AVAILABLE DATA: Begin

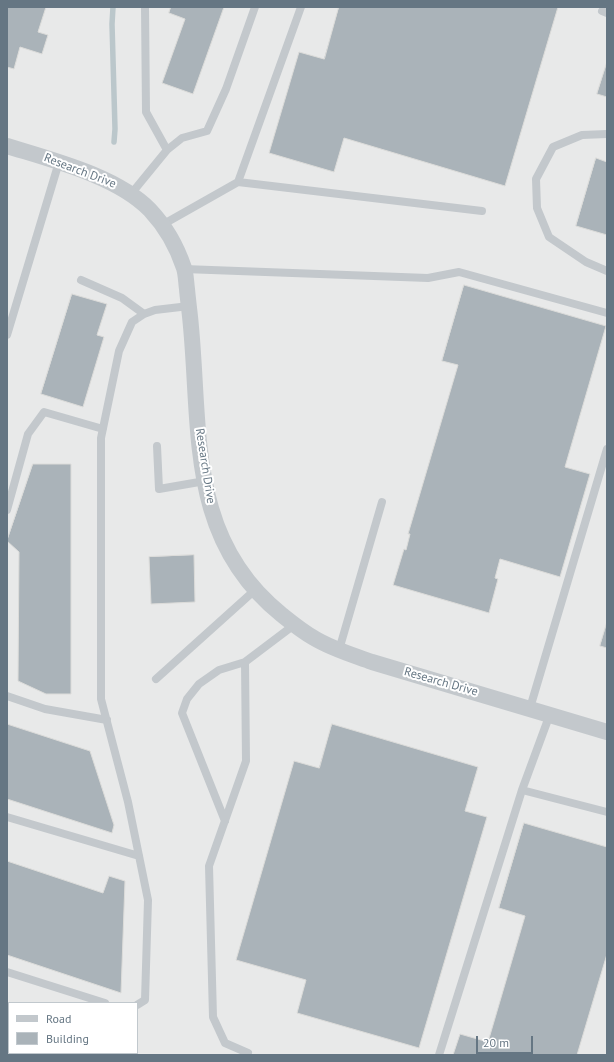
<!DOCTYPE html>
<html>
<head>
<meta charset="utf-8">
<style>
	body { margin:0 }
	#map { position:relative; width:614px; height:1062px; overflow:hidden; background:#fafaf8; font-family:"PT Sans",sans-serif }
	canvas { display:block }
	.frame { position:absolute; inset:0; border:8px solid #657683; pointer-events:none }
	.legend { position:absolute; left:8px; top:1002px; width:130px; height:52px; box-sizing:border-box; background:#fff; border:1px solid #c1c8cd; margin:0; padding:5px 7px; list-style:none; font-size:12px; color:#657683 }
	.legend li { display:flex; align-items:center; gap:8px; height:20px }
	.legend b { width:20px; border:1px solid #c1c8cd }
	.scale { position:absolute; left:476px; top:1036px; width:57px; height:18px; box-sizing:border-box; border:2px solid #657683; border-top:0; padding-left:5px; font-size:12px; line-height:14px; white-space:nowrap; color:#657683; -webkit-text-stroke:3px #fff; paint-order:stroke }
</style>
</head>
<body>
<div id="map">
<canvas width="614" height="1062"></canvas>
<div class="frame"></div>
<ul class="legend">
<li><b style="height:5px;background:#c3c8cc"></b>Road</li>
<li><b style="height:11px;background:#aab3b9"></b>Building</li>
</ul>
<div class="scale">20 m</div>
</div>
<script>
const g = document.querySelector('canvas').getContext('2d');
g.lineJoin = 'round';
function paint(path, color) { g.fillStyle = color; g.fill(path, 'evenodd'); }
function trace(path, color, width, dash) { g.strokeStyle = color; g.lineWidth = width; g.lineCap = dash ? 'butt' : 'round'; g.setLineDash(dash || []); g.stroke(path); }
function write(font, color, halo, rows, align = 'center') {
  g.font = font + ' "PT Sans",sans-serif'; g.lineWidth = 4; g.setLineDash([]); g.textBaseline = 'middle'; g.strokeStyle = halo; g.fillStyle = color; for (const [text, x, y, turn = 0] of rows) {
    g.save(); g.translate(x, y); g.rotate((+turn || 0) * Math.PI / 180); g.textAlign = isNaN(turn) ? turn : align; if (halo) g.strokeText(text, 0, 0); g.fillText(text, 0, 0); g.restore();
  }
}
paint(new Path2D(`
	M 7,7 L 607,7 L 607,1055 L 136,1055 L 130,1053 L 137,1053 L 137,1003 L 9,1003 L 9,1012 L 7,1011 Z`), '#e8e9e9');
trace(new Path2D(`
	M 113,7 L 112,24 L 115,129 L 114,142`), '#bbc7cb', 5.5);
const building = new Path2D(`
	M 7,7 L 46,7 L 38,32 L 48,35 L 42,54 L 20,47 L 14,69 L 7,67 Z
	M 171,7 L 224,7 L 193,94 L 162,83 L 185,19 L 169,13 Z
	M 339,7 L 558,7 L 505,186 L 344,138 L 334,172 L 269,153 L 299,52 L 324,59 Z
	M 607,62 L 607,97 L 597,94 Z
	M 596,158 L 607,162 L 607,235 L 576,226 Z
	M 464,285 L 606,326 L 565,467 L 590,474 L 560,577 L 500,559 L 495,578 L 498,579 L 489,613 L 393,585 L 404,549 L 406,550 L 410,534 L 408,534 L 458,365 L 442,361 Z
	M 72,294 L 107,304 L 97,335 L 104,337 L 83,407 L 41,394 Z
	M 33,464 L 71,464 L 71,694 L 46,694 L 18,681 L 19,552 L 7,541 Z
	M 194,555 L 195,602 L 151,604 L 149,557 Z
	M 607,622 L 607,648 L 600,646 Z
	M 7,724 L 90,751 L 114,825 L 112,833 L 7,799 Z
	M 332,724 L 478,767 L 465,811 L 487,817 L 419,1048 L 297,1013 L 306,980 L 236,960 L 294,761 L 319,768 Z
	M 524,823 L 607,847 L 607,954 L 577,1055 L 453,1055 L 460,1034 L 488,1042 L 525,916 L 499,908 Z
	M 7,861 L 103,893 L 109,876 L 125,881 L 121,993 L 7,955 Z`);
paint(building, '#aab3b9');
trace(building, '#dcdcda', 1);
trace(new Path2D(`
	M 145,7 L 146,112 L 167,150
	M 602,11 L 607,13
	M 607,134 L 582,135 L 553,147 L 536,179 L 537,208 L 549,237 L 586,262 L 607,271
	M 238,182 L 482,211
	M 131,194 L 167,150 L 182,138 L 207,131 L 226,89 L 255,7
	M 162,225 L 238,182 L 301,7
	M 184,269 L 428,278 L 459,272 L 607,313
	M 81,280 L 122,298 L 144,314
	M 7,335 L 59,162
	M 157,446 L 159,489 L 205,481
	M 7,510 L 28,434 L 44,412 L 103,429
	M 339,650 L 382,502
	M 156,679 L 255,590
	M 7,696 L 45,709 L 107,720
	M 530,708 L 607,449
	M 522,790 L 607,812
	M 7,817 L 139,856
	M 225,821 L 182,713 L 187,699 L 199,684 L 219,670 L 245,662
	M 7,972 L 105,1003
	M 137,1005 L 145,1000 L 148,900 L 128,802 L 101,699 L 101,438 L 119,351 L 132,322 L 144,314 L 155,310 L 189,306
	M 248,1053 L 225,1043 L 213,1017 L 209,866 L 246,761 L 245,662 L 294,625
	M 439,1055 L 522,790 L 550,714`), '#c3c8cc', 8);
trace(new Path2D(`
	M 7,146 C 52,160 117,176 150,210 C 165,226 177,247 184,268 C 186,274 186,282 187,289 C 188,301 190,314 191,327 C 201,435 188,540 282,615 C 292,623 303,632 314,638 C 332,649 353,655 372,662 L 607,732`), '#c3c8cc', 16);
write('12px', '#657683', '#fff', [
	["Research Drive",80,171,21],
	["Research Drive",205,466,81],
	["Research Drive",441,682,16]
]);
</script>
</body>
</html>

AVAILABLE DATA: End

### YOUR TASK
Within the data above, find the lines that contain the word "fillStyle" and copy each of them.

### OUTPUT FOR THIS TASK
function paint(path, color) { g.fillStyle = color; g.fill(path, 'evenodd'); }
  g.font = font + ' "PT Sans",sans-serif'; g.lineWidth = 4; g.setLineDash([]); g.textBaseline = 'middle'; g.strokeStyle = halo; g.fillStyle = color; for (const [text, x, y, turn = 0] of rows) {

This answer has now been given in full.